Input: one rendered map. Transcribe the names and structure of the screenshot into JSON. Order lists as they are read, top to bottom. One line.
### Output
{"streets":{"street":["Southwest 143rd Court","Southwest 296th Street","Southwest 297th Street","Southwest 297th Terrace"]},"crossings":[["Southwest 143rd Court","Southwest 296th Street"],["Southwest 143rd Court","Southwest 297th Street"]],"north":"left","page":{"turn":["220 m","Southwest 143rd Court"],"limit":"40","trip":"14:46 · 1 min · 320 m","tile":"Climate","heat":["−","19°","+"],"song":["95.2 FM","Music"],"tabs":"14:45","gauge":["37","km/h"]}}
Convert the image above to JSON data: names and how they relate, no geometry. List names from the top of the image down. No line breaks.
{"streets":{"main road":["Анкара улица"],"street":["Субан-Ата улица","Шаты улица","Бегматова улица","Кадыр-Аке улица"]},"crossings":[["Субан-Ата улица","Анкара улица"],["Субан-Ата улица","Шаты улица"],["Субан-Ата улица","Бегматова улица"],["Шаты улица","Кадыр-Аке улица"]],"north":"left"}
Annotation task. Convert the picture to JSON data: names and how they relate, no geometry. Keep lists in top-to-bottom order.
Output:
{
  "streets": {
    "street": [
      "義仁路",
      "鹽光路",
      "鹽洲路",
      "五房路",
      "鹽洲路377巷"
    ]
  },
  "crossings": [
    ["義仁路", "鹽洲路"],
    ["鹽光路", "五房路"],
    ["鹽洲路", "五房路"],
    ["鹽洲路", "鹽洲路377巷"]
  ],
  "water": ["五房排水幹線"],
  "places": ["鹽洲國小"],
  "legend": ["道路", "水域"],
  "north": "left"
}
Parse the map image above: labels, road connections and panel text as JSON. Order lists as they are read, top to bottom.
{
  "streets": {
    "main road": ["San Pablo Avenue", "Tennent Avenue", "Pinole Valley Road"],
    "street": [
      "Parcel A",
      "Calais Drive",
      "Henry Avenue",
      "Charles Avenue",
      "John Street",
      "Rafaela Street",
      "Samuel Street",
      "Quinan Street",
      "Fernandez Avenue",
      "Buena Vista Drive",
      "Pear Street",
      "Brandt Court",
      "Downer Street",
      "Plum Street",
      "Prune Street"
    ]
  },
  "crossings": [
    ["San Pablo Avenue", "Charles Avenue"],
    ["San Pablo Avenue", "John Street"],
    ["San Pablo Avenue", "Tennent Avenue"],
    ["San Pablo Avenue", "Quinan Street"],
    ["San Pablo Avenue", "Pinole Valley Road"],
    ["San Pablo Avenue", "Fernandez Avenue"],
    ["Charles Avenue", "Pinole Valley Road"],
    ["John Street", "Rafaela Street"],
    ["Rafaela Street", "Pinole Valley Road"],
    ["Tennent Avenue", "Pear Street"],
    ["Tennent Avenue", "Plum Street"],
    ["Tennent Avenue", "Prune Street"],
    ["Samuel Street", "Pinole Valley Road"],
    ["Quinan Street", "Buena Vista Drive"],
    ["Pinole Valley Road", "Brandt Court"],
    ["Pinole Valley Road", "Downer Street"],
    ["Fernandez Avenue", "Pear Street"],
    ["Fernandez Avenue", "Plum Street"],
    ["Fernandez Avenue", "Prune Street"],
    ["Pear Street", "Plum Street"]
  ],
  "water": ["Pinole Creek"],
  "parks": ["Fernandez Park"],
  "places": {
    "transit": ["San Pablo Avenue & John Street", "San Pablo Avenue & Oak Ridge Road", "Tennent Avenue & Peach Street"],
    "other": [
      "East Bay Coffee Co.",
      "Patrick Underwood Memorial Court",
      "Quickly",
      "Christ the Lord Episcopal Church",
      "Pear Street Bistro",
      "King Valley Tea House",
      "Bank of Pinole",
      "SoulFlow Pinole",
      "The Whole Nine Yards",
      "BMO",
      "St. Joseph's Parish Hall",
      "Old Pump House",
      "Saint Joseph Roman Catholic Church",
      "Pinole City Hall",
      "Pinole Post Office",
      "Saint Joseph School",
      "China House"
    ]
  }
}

☆ ☆ ☆ ☆ ☆ ☆ ☆

WHAT YOU ARE ASKED TO DO: From the first record to the last, print each one exactly.

EXERCISE RESPONSE:
Input: one rendered map. Transcribe the names and structure of the screenshot into JSON. Order lists as they are read, top to bottom. One line.
### Output
{"streets":{"street":["Southwest 143rd Court","Southwest 296th Street","Southwest 297th Street","Southwest 297th Terrace"]},"crossings":[["Southwest 143rd Court","Southwest 296th Street"],["Southwest 143rd Court","Southwest 297th Street"]],"north":"left","page":{"turn":["220 m","Southwest 143rd Court"],"limit":"40","trip":"14:46 · 1 min · 320 m","tile":"Climate","heat":["−","19°","+"],"song":["95.2 FM","Music"],"tabs":"14:45","gauge":["37","km/h"]}}
Convert the image above to JSON data: names and how they relate, no geometry. List names from the top of the image down. No line breaks.
{"streets":{"main road":["Анкара улица"],"street":["Субан-Ата улица","Шаты улица","Бегматова улица","Кадыр-Аке улица"]},"crossings":[["Субан-Ата улица","Анкара улица"],["Субан-Ата улица","Шаты улица"],["Субан-Ата улица","Бегматова улица"],["Шаты улица","Кадыр-Аке улица"]],"north":"left"}
Annotation task. Convert the picture to JSON data: names and how they relate, no geometry. Keep lists in top-to-bottom order.
Output:
{
  "streets": {
    "street": [
      "義仁路",
      "鹽光路",
      "鹽洲路",
      "五房路",
      "鹽洲路377巷"
    ]
  },
  "crossings": [
    ["義仁路", "鹽洲路"],
    ["鹽光路", "五房路"],
    ["鹽洲路", "五房路"],
    ["鹽洲路", "鹽洲路377巷"]
  ],
  "water": ["五房排水幹線"],
  "places": ["鹽洲國小"],
  "legend": ["道路", "水域"],
  "north": "left"
}
Parse the map image above: labels, road connections and panel text as JSON. Order lists as they are read, top to bottom.
{
  "streets": {
    "main road": ["San Pablo Avenue", "Tennent Avenue", "Pinole Valley Road"],
    "street": [
      "Parcel A",
      "Calais Drive",
      "Henry Avenue",
      "Charles Avenue",
      "John Street",
      "Rafaela Street",
      "Samuel Street",
      "Quinan Street",
      "Fernandez Avenue",
      "Buena Vista Drive",
      "Pear Street",
      "Brandt Court",
      "Downer Street",
      "Plum Street",
      "Prune Street"
    ]
  },
  "crossings": [
    ["San Pablo Avenue", "Charles Avenue"],
    ["San Pablo Avenue", "John Street"],
    ["San Pablo Avenue", "Tennent Avenue"],
    ["San Pablo Avenue", "Quinan Street"],
    ["San Pablo Avenue", "Pinole Valley Road"],
    ["San Pablo Avenue", "Fernandez Avenue"],
    ["Charles Avenue", "Pinole Valley Road"],
    ["John Street", "Rafaela Street"],
    ["Rafaela Street", "Pinole Valley Road"],
    ["Tennent Avenue", "Pear Street"],
    ["Tennent Avenue", "Plum Street"],
    ["Tennent Avenue", "Prune Street"],
    ["Samuel Street", "Pinole Valley Road"],
    ["Quinan Street", "Buena Vista Drive"],
    ["Pinole Valley Road", "Brandt Court"],
    ["Pinole Valley Road", "Downer Street"],
    ["Fernandez Avenue", "Pear Street"],
    ["Fernandez Avenue", "Plum Street"],
    ["Fernandez Avenue", "Prune Street"],
    ["Pear Street", "Plum Street"]
  ],
  "water": ["Pinole Creek"],
  "parks": ["Fernandez Park"],
  "places": {
    "transit": ["San Pablo Avenue & John Street", "San Pablo Avenue & Oak Ridge Road", "Tennent Avenue & Peach Street"],
    "other": [
      "East Bay Coffee Co.",
      "Patrick Underwood Memorial Court",
      "Quickly",
      "Christ the Lord Episcopal Church",
      "Pear Street Bistro",
      "King Valley Tea House",
      "Bank of Pinole",
      "SoulFlow Pinole",
      "The Whole Nine Yards",
      "BMO",
      "St. Joseph's Parish Hall",
      "Old Pump House",
      "Saint Joseph Roman Catholic Church",
      "Pinole City Hall",
      "Pinole Post Office",
      "Saint Joseph School",
      "China House"
    ]
  }
}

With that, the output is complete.